Commento alla Liturgia

San Luca

Commento alla Liturgia

Pace

Roberto Pasolini

Nella Colletta elaborata dalla tradizione orante della Chiesa per illustrare il profilo spirituale di san Luca, è ben riassunta la consapevolezza del dono che questo evangelista ha trasmesso ai discepoli di ogni tempo e luogo: «Signore Dio nostro, che hai scelto san Luca per rivelare al mondo con la predicazione e con gli scritti il mistero della tua predilezione per i poveri…».
La povertà a cui si fa riferimento, che il Signore Gesù ha manifestato come stile di vita, a partire dalla sua nascita in circostanze modeste a Betlemme (cf. Lc 2,1-20), fino al grande «spettacolo» (23,48) della morte in croce, avrebbe potuto essere evocata e rappresentata attraverso numerosi passi evangelici dell’opera lucana. Non è certo privo di valore ecclesiale il fatto che la liturgia abbia selezionato un episodio in cui lo stile povero, sobrio e fraterno non è tanto ciò che risplende nei gesti e nelle opere del Signore Gesù, ma quello che è richiesto ai discepoli per poter trasmettere in modo autentico e incisivo la testimonianza evangelica:

«È vicino a voi il regno di Dio» (Lc 10,9).

Infatti, è proprio la povertà a fare da filo rosso nelle succinte indicazioni pastorali che Gesù impartisce ai «settantadue» discepoli inviati «davanti a sé in ogni città e luogo dove stava per recarsi» (10,1), per essere primizia e annuncio del dono dello Spirito. L’invito a non preoccuparsi di accumulare e possedere troppi strumenti per rendere efficace la comunicazione dello stile e della sostanza del Regno — «Non portate borsa, né sacca, né sandali…» — è rafforzato da una nota che potrebbe sembrare persino indelicata:

«… e non fermatevi a salutare nessuno lungo la strada» (Lc 10,4).

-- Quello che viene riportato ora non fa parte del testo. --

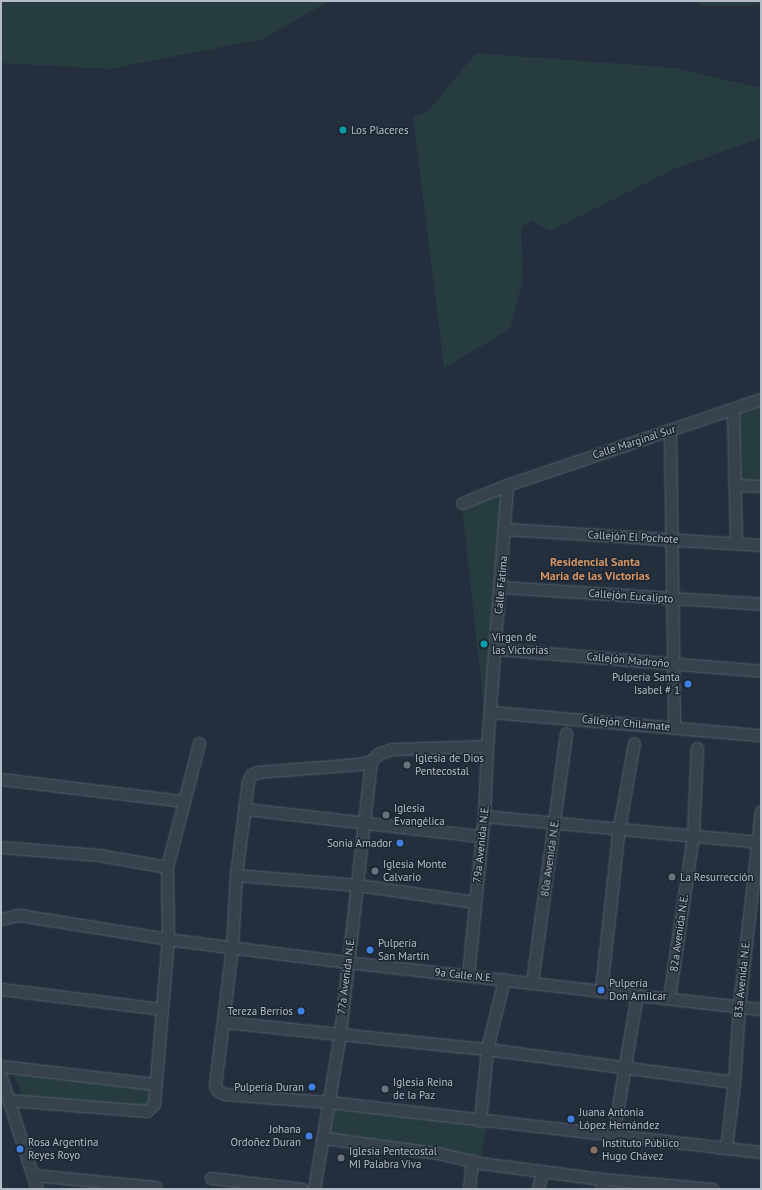 <!DOCTYPE html>
<meta charset="utf-8">
<style>
body{margin:0}
#map{position:relative;width:762px;height:1190px;overflow:hidden;background:#242f3e;font-family:"PT Sans",sans-serif}
div>[style]{position:absolute}
.green>*{inset:0;background:#263c3f}
.roads{filter:drop-shadow(0 0 1px #565f6c) drop-shadow(0 0 1px #565f6c)}
.minor>*{height:11px;margin:-5.5px;padding:0 5.5px;transform-origin:5.5px;border-radius:5.5px;background:#38414e}
.dots>*{width:11px;height:11px;translate:-50% -50%;box-sizing:border-box;border:2px solid #1d2633;border-radius:50%}
span{translate:-50% -50%;white-space:nowrap;text-align:center;line-height:1.15;-webkit-text-stroke:3px #1d2633;paint-order:stroke}
.poi-label{font-size:11px;color:#b4bcc9}
.left{translate:0 -50%;text-align:left}
.right{translate:-100% -50%;text-align:right}
.street-label{font-size:11px;color:#b4bcc9}
.neighbourhood-label{font-size:12px;color:#d59563;font-weight:700}
.frame{position:absolute;inset:0;border:2px solid #b4bcc9;pointer-events:none}
</style>
<div id="map">
<div class="green">
<div style="clip-path:polygon(1px 1px,329px 1px,263px 39px,110px 69px,1px 63px)"></div>
<div style="clip-path:polygon(694px 1px,761px 1px,761px 3px,749px 6px,703px 6px)"></div>
<div style="clip-path:polygon(476px 53px,676px 68px,752px 86px,761px 88px,761px 138px,674px 169px,550px 231px,531px 220px,521px 228px,523px 279px,510px 329px,444px 368px,413px 117px,428px 111px)"></div>
<div style="clip-path:polygon(761px 400px,761px 486px,736px 485px,733px 410px)"></div>
<div style="clip-path:polygon(507px 488px,485px 718px,462px 506px)"></div>
<div style="clip-path:polygon(9px 1062px,156px 1082px,153px 1116px,25px 1103px)"></div>
<div style="clip-path:polygon(328px 1106px,487px 1122px,480px 1163px,324px 1138px)"></div>
</div>
<div class="roads">
<div class="minor">
<div style="left:733px;top:409px;width:134px;rotate:88.7deg"></div>
<div style="left:670px;top:430px;width:297px;rotate:89.2deg"></div>
<div style="left:736px;top:485px;width:25px;rotate:2deg"></div>
<div style="left:462px;top:503px;width:48px;rotate:-21.8deg"></div>
<div style="left:507px;top:485px;width:268px;rotate:-18.7deg"></div>
<div style="left:505px;top:529px;width:256px;rotate:3.6deg"></div>
<div style="left:501px;top:587px;width:261px;rotate:3.7deg"></div>
<div style="left:496px;top:649px;width:266px;rotate:4.7deg"></div>
<div style="left:491px;top:712px;width:271px;rotate:4.9deg"></div>
<div style="left:487px;top:746px;width:95px;rotate:178.2deg"></div>
<div style="left:392px;top:749px;width:15px;rotate:160deg"></div>
<div style="left:378px;top:754px;width:10px;rotate:135deg"></div>
<div style="left:371px;top:761px;width:12px;rotate:166deg"></div>
<div style="left:359px;top:764px;width:102px;rotate:175.5deg"></div>
<div style="left:257px;top:772px;width:7px;rotate:153deg"></div>
<div style="left:251px;top:775px;width:7px;rotate:117deg"></div>
<div style="left:248px;top:781px;width:95px;rotate:97.3deg"></div>
<div style="left:236px;top:875px;width:72px;rotate:93.2deg"></div>
<div style="left:232px;top:947px;width:140px;rotate:97deg"></div>
<div style="left:215px;top:1086px;width:4px;rotate:63deg"></div>
<div style="left:217px;top:1090px;width:8px;rotate:30deg"></div>
<div style="left:224px;top:1094px;width:105px;rotate:4.4deg"></div>
<div style="left:329px;top:1102px;width:435px;rotate:6.6deg"></div>
<div style="left:1px;top:779px;width:184px;rotate:6.9deg"></div>
<div style="left:246px;top:809px;width:237px;rotate:6.6deg"></div>
<div style="left:484px;top:816px;width:278px;rotate:5.4deg"></div>
<div style="left:1px;top:847px;width:98px;rotate:4.7deg"></div>
<div style="left:99px;top:855px;width:69px;rotate:10deg"></div>
<div style="left:236px;top:875px;width:122px;rotate:4.7deg"></div>
<div style="left:358px;top:885px;width:118px;rotate:8.3deg"></div>
<div style="left:1px;top:919px;width:18px;rotate:-13deg"></div>
<div style="left:19px;top:915px;width:165px;rotate:9.1deg"></div>
<div style="left:182px;top:941px;width:166px;rotate:7.3deg"></div>
<div style="left:347px;top:962px;width:417px;rotate:6.5deg"></div>
<div style="left:468px;top:975px;width:160px;rotate:-84.3deg"></div>
<div style="left:484px;top:816px;width:70px;rotate:-87.5deg"></div>
<div style="left:487px;top:746px;width:262px;rotate:-85.6deg"></div>
<div style="left:532px;top:982px;width:251px;rotate:-82.2deg"></div>
<div style="left:1px;top:989px;width:161px;rotate:7.1deg"></div>
<div style="left:601px;top:990px;width:163px;rotate:-83.7deg"></div>
<div style="left:619px;top:828px;width:86px;rotate:-80deg"></div>
<div style="left:669px;top:998px;width:165px;rotate:-81.6deg"></div>
<div style="left:693px;top:835px;width:87px;rotate:-87.4deg"></div>
<div style="left:224px;top:1022px;width:264px;rotate:5.9deg"></div>
<div style="left:487px;top:1049px;width:249px;rotate:7.6deg"></div>
<div style="left:1px;top:1066px;width:155px;rotate:6.7deg"></div>
<div style="left:1px;top:1077px;width:118px;rotate:72.2deg"></div>
<div style="left:9px;top:1100px;width:138px;rotate:4.6deg"></div>
<div style="left:147px;top:1111px;width:10px;rotate:-45deg"></div>
<div style="left:154px;top:1104px;width:166px;rotate:-85.2deg"></div>
<div style="left:168px;top:939px;width:72px;rotate:-90.8deg"></div>
<div style="left:167px;top:867px;width:128px;rotate:-75.5deg"></div>
<div style="left:480px;top:1121px;width:72px;rotate:-84.4deg"></div>
<div style="left:487px;top:1049px;width:72px;rotate:-76.3deg"></div>
<div style="left:613px;top:1136px;width:144px;rotate:-80.4deg"></div>
<div style="left:324px;top:1138px;width:114px;rotate:7.6deg"></div>
<div style="left:437px;top:1153px;width:44px;rotate:13.1deg"></div>
<div style="left:480px;top:1163px;width:123px;rotate:7.5deg"></div>
<div style="left:602px;top:1179px;width:111px;rotate:5.1deg"></div>
<div style="left:726px;top:1148px;width:66px;rotate:-83.1deg"></div>
<div style="left:734px;top:1082px;width:76px;rotate:-86.2deg"></div>
<div style="left:739px;top:1006px;width:196px;rotate:-83.6deg"></div>
<div style="left:33px;top:1175px;width:123px;rotate:5.6deg"></div>
<div style="left:211px;top:1178px;width:92px;rotate:6.9deg"></div>
<div style="left:314px;top:1189px;width:158px;rotate:-80.5deg"></div>
<div style="left:340px;top:1033px;width:274px;rotate:-83.5deg"></div>
<div style="left:469px;top:1189px;width:29px;rotate:-84deg"></div>
<div style="left:538px;top:1189px;width:18px;rotate:-77deg"></div>
<div style="left:601px;top:1189px;width:10px;rotate:-84deg"></div>
</div>
</div>
<div class="dots">
<div style="left:343px;top:130px;background:#0f9aa8"></div>
<div style="left:484px;top:644px;background:#0f9aa8"></div>
<div style="left:688px;top:684px;background:#3f7fe0"></div>
<div style="left:407px;top:765px;background:#6b7280"></div>
<div style="left:386px;top:815px;background:#6b7280"></div>
<div style="left:400px;top:843px;background:#3f7fe0"></div>
<div style="left:375px;top:871px;background:#6b7280"></div>
<div style="left:672px;top:877px;background:#6b7280"></div>
<div style="left:370px;top:950px;background:#3f7fe0"></div>
<div style="left:601px;top:990px;background:#3f7fe0"></div>
<div style="left:301px;top:1011px;background:#3f7fe0"></div>
<div style="left:312px;top:1087px;background:#3f7fe0"></div>
<div style="left:385px;top:1089px;background:#6b7280"></div>
<div style="left:571px;top:1119px;background:#3f7fe0"></div>
<div style="left:309px;top:1136px;background:#3f7fe0"></div>
<div style="left:20px;top:1149px;background:#3f7fe0"></div>
<div style="left:594px;top:1150px;background:#8d6e63"></div>
<div style="left:341px;top:1158px;background:#6b7280"></div>
</div>
<div class="poi-label">
<span class="left" style="left:351px;top:130px">Los Placeres</span>
<span class="left" style="left:492px;top:644px">Virgen de<br>las Victorias</span>
<span class="right" style="left:680px;top:684px">Pulpería Santa<br>Isabel # 1</span>
<span class="left" style="left:415px;top:765px">Iglesia de Dios<br>Pentecostal</span>
<span class="left" style="left:394px;top:815px">Iglesia<br>Evangélica</span>
<span class="right" style="left:392px;top:843px">Sonia Amador</span>
<span class="left" style="left:383px;top:871px">Iglesia Monte<br>Calvario</span>
<span class="left" style="left:680px;top:877px">La Resurrección</span>
<span class="left" style="left:378px;top:950px">Pulpería<br>San Martín</span>
<span class="left" style="left:609px;top:990px">Pulpería<br>Don Amílcar</span>
<span class="right" style="left:293px;top:1011px">Tereza Berríos</span>
<span class="left" style="left:393px;top:1089px">Iglesia Reina<br>de la Paz</span>
<span class="right" style="left:304px;top:1087px">Pulpería Duran</span>
<span class="left" style="left:579px;top:1119px">Juana Antonia<br>López Hernández</span>
<span class="right" style="left:301px;top:1136px">Johana<br>Ordoñez Duran</span>
<span class="left" style="left:28px;top:1149px">Rosa Argentina<br>Reyes Royo</span>
<span class="left" style="left:602px;top:1150px">Instituto Público<br>Hugo Chávez</span>
<span class="left" style="left:349px;top:1158px">Iglesia Pentecostal<br>MI Palabra Viva</span>
</div>
<div class="street-label">
<span style="left:634px;top:442px;rotate:-18deg">Calle Marginal Sur</span>
<span style="left:633px;top:537px;rotate:3deg">Callejón El Pochote</span>
<span style="left:501px;top:585px;rotate:-85deg">Calle Fátima</span>
<span style="left:631px;top:596px;rotate:4deg">Callejón Eucalipto</span>
<span style="left:628px;top:660px;rotate:5deg">Callejón Madroño</span>
<span style="left:626px;top:723px;rotate:5deg">Callejón Chilamate</span>
<span style="left:481px;top:844px;rotate:-84deg">79a Avenida N.E.</span>
<span style="left:550px;top:858px;rotate:-82deg">80a Avenida N.E.</span>
<span style="left:679px;top:933px;rotate:-82deg">82a Avenida N.E.</span>
<span style="left:464px;top:975px;rotate:6deg">9a Calle N.E.</span>
<span style="left:346px;top:976px;rotate:-83deg">77a Avenida N.E.</span>
<span style="left:742px;top:979px;rotate:-84deg">83a Avenida N.E.</span>
</div>
<div class="neighbourhood-label">
<span style="left:595px;top:569px">Residencial Santa<br>María de las Victorias</span>
</div>
<div class="frame"></div>
</div>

In realtà, siamo chiamati a cogliere in questa apparente insensibilità agli altri una indispensabile forma di povertà, da comprendere in relazione all’urgenza di rimanere concentrati e fedeli alla missione ricevuta, anziché disperdersi e donarsi in troppe – magari anche utili – direzioni pastorali.
Il Gesù “dipinto” dalla penna elegante e compassionevole di Luca, nei due libri a lui attribuiti dalla tradizione, appare sempre proteso a portare a compimento la sua universale missione di salvezza attraverso la sua vita, morte e risurrezione (Vangelo) e poi, mediante lo Spirito effuso sugli apostoli, ad allargare l’esperienza della vita nuova a tutti gli uomini, giudei e pagani, chiamati a conoscere e a testimoniare le grandi opere dell’amore di Dio (Atti).
Il motivo dell’essenzialità che i discepoli sono chiamati a incarnare in modo credibile non è altro che la vicinanza del Regno, le cui conseguenze devono essere riconoscibili in un sereno distacco dalle cose di questo mondo. Al discepolo la povertà non è chiesta per accreditarsi forte agli occhi degli altri, ma per testimoniare quanto possa essere felice una vita che accetta di diventare dimora dell’Altissimo e della sua potenza d’amore:

«Il Signore è vicino a chiunque lo invoca, a quanti lo invocano con sincerità» (Sal 144,18).

Agli occhi di Luca, medico sensibile al mistero dell’umanità ferita dal peccato, la vicinanza del Signore attraverso la carne umana di Gesù si esprime soprattutto nella misericordia e nell’attenzione agli ultimi, a quegli umili con cui Dio costruisce la sua storia di salvezza e il suo regno di vita eterna. Il suo Vangelo accende i riflettori su come la tenerezza di Dio sia una «forza» (2Tm 4,17) capace di orientare e sostenere l’intera storia umana verso una vera salvezza, ricordandoci che, in fondo, per affrontare il viaggio quotidiano ci serve molto poco. Solo la memoria e l’esperienza di come il Signore ci «è stato vicino» (4,17), facendosi dono e facendo diventare anche noi capaci di donarci agli altri. Lasciandoci accogliere proprio così come noi, per primi, siamo continuamente accolti nella «pace» e nell’abbraccio del Signore (Lc 10,5).